Bug 743819

Summary: Jobs killed by External Watchdog after prolonged server outage
Product: [Retired] Beaker Reporter: Marian Csontos <mcsontos>
Component: schedulerAssignee: Bill Peck <bpeck>
Status: CLOSED CURRENTRELEASE QA Contact:
Severity: unspecified Docs Contact:
Priority: unspecified    
Version: 0.7CC: bpeck, dcallagh, mcsontos, rmancy, stl
Target Milestone: ---   
Target Release: ---   
Hardware: Unspecified   
OS: Unspecified   
Whiteboard:
Fixed In Version: Doc Type: Bug Fix
Doc Text:
Story Points: ---
Clone Of: Environment:
Last Closed: 2012-04-26 07:16:59 UTC Type: ---
Regression: --- Mount Type: ---
Documentation: --- CRM:
Verified Versions: Category: ---
oVirt Team: --- RHEL 7.3 requirements from Atomic Host:
Cloudforms Team: --- Target Upstream Version:

Description Marian Csontos 2011-10-06 08:00:35 UTC
Description of problem:
We had some jobs killed by external watchdog the last outage - see Bug 637186#c6 and following comment(s).

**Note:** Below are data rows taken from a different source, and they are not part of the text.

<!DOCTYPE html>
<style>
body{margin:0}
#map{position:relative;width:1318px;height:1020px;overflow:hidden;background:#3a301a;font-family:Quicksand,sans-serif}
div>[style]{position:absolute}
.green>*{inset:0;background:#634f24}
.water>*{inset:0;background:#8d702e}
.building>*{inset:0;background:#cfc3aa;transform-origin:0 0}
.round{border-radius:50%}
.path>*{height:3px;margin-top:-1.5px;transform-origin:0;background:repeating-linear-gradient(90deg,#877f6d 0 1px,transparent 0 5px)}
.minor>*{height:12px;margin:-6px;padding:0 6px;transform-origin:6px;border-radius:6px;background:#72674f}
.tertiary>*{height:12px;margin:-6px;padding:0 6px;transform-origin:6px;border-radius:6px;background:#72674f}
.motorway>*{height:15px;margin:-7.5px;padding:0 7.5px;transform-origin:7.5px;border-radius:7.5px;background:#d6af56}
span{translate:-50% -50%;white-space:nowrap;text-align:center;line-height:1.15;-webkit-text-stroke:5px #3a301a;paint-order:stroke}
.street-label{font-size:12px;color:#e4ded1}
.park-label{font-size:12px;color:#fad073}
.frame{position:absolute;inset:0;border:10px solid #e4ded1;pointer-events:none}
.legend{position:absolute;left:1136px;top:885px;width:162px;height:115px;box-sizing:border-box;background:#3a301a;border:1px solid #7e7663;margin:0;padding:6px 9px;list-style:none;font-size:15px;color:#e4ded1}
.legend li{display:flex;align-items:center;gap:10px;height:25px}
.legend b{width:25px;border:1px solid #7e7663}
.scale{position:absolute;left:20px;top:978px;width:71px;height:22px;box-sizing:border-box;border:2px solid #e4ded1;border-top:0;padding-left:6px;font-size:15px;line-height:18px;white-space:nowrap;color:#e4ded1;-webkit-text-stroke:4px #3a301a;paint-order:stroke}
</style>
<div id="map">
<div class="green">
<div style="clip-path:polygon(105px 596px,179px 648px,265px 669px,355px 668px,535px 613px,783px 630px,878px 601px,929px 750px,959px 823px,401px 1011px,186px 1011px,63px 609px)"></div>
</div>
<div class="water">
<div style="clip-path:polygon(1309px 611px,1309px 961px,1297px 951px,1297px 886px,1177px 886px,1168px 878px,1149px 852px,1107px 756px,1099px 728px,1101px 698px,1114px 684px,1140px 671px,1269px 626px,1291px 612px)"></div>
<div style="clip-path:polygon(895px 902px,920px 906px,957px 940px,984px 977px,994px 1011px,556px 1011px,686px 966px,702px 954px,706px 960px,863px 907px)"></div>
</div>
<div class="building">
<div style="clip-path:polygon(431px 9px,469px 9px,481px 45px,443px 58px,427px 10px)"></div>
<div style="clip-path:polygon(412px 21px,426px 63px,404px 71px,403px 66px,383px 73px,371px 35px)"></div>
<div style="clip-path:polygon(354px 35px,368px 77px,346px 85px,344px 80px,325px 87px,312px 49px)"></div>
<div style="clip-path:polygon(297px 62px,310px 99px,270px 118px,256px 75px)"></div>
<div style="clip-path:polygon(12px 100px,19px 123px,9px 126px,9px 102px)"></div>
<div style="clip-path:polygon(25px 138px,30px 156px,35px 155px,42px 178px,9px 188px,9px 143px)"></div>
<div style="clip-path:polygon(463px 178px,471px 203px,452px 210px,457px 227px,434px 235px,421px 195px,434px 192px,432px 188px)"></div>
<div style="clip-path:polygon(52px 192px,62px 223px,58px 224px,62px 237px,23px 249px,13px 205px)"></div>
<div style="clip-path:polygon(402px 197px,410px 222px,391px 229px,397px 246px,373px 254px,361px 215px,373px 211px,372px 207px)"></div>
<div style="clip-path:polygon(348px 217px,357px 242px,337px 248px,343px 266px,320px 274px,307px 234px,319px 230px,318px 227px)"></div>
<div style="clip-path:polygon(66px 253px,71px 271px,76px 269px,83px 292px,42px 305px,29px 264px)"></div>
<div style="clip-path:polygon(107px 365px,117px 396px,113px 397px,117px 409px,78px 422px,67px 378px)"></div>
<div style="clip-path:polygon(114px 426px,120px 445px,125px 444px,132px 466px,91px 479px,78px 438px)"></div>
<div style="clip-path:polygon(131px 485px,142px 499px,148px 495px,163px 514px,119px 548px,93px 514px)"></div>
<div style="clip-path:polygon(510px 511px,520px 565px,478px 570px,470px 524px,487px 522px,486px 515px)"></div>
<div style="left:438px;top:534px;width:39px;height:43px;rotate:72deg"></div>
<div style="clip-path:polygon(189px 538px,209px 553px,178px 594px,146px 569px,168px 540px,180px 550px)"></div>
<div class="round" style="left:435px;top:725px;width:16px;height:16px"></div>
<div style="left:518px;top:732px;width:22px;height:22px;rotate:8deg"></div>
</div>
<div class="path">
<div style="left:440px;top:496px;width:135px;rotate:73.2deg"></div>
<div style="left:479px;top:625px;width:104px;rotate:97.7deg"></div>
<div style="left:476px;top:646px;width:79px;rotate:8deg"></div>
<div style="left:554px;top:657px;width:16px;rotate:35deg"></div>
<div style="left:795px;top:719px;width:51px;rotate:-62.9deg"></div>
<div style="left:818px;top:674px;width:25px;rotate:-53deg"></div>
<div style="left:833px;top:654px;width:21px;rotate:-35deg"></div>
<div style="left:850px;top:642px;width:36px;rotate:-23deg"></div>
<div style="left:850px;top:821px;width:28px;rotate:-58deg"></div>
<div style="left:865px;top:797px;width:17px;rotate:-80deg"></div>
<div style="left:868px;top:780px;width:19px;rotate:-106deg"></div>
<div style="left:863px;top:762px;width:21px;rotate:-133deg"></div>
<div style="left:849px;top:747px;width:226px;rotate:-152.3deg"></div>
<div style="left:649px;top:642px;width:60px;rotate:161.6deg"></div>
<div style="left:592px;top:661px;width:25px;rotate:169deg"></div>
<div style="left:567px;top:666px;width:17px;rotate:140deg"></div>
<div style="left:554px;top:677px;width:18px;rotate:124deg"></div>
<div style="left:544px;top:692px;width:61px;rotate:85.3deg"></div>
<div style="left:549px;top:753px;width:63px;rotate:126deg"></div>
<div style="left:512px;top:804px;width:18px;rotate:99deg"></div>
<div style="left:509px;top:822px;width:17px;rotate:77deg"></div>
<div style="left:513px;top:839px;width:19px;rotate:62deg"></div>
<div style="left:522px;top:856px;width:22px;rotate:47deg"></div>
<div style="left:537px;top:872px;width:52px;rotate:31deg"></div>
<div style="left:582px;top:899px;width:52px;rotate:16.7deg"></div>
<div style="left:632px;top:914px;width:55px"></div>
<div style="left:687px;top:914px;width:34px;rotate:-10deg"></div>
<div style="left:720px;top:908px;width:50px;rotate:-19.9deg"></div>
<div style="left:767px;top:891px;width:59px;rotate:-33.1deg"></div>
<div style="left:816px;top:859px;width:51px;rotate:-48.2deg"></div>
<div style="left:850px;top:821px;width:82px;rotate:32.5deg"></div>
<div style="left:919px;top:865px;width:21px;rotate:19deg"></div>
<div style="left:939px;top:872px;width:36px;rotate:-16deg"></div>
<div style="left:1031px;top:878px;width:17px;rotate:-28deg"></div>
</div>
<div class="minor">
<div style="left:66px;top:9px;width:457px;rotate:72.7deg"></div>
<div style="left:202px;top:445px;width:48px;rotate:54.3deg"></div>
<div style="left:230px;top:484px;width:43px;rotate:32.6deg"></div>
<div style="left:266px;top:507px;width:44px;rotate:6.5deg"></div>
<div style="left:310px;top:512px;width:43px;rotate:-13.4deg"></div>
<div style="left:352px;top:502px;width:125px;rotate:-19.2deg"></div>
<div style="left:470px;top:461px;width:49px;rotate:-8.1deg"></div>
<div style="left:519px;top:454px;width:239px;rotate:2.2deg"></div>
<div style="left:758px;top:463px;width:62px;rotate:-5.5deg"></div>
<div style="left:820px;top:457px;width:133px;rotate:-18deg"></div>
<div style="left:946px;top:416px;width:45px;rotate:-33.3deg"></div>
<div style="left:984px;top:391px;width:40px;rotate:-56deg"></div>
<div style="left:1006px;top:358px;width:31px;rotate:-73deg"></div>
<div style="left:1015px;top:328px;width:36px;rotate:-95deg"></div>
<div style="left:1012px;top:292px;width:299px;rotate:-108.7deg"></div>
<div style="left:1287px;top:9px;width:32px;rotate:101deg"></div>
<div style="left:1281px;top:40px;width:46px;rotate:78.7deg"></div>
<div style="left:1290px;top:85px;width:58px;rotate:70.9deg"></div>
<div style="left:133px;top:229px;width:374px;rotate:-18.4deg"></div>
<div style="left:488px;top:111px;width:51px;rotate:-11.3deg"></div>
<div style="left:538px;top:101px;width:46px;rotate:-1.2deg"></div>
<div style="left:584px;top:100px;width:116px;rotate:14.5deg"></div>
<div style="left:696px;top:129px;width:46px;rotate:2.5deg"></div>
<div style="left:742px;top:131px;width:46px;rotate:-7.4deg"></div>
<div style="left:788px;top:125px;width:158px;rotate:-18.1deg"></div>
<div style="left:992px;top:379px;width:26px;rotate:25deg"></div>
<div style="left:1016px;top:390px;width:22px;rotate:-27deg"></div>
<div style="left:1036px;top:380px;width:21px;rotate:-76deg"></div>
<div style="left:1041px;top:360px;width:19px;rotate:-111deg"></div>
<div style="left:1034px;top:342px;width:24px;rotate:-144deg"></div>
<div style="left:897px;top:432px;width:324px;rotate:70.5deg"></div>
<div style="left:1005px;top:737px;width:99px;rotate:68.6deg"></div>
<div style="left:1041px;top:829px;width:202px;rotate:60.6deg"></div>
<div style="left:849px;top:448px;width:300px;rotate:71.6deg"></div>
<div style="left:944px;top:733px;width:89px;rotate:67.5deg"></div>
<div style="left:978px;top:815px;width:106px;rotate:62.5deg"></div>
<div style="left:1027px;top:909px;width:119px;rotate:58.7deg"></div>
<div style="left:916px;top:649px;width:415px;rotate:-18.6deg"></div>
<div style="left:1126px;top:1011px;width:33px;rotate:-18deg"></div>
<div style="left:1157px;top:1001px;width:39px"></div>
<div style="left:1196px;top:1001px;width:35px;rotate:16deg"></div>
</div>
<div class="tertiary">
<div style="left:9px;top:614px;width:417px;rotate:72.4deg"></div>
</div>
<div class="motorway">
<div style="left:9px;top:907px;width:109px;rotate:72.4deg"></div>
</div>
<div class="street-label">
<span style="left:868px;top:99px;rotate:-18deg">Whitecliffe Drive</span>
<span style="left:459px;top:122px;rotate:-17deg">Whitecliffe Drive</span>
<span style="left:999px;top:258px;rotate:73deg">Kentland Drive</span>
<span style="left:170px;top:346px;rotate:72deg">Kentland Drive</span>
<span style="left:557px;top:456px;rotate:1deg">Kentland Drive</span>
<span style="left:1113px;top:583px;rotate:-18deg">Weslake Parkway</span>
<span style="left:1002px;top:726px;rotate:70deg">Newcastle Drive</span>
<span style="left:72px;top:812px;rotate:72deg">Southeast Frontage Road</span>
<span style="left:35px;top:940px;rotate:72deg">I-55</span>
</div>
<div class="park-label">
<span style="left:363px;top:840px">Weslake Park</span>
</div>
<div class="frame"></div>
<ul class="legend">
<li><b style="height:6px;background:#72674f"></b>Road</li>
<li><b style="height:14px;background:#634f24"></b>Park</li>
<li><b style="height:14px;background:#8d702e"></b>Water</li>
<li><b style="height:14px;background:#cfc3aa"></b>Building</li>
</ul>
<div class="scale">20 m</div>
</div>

We need to make sure after outage taking longer than 30 minutes all the watchdogs are updated to allow for machines to sync up with the host.

Version-Release number of selected component (if applicable):
0.7.2

How reproducible:
Not easy to reproduce.

Steps to Reproduce:
1. schedule a task taking X minutes
1. perform an outage longer than X + 1 hour
  
Actual results:
Job killed by external watchdog

Expected results:
Job resumes after the delay, submits all results and continues execution.

Additional info:

Comment 1 Bill Peck 2011-10-06 12:45:17 UTC
How about a command line which would allow the admins to extend current watchdogs by the length of the outage?

bkr watchdogs --add 30m

Comment 2 Bill Peck 2011-10-06 12:45:43 UTC
of course they would need to run that before starting beaker-watchdog services.

Comment 3 Marian Csontos 2011-10-06 14:06:21 UTC
Yes please. I think that would do.

Comment 4 Bill Peck 2012-01-11 16:10:24 UTC
moving to 0.8.2

Comment 5 Bill Peck 2012-03-27 14:44:52 UTC
pushed to gerrit for review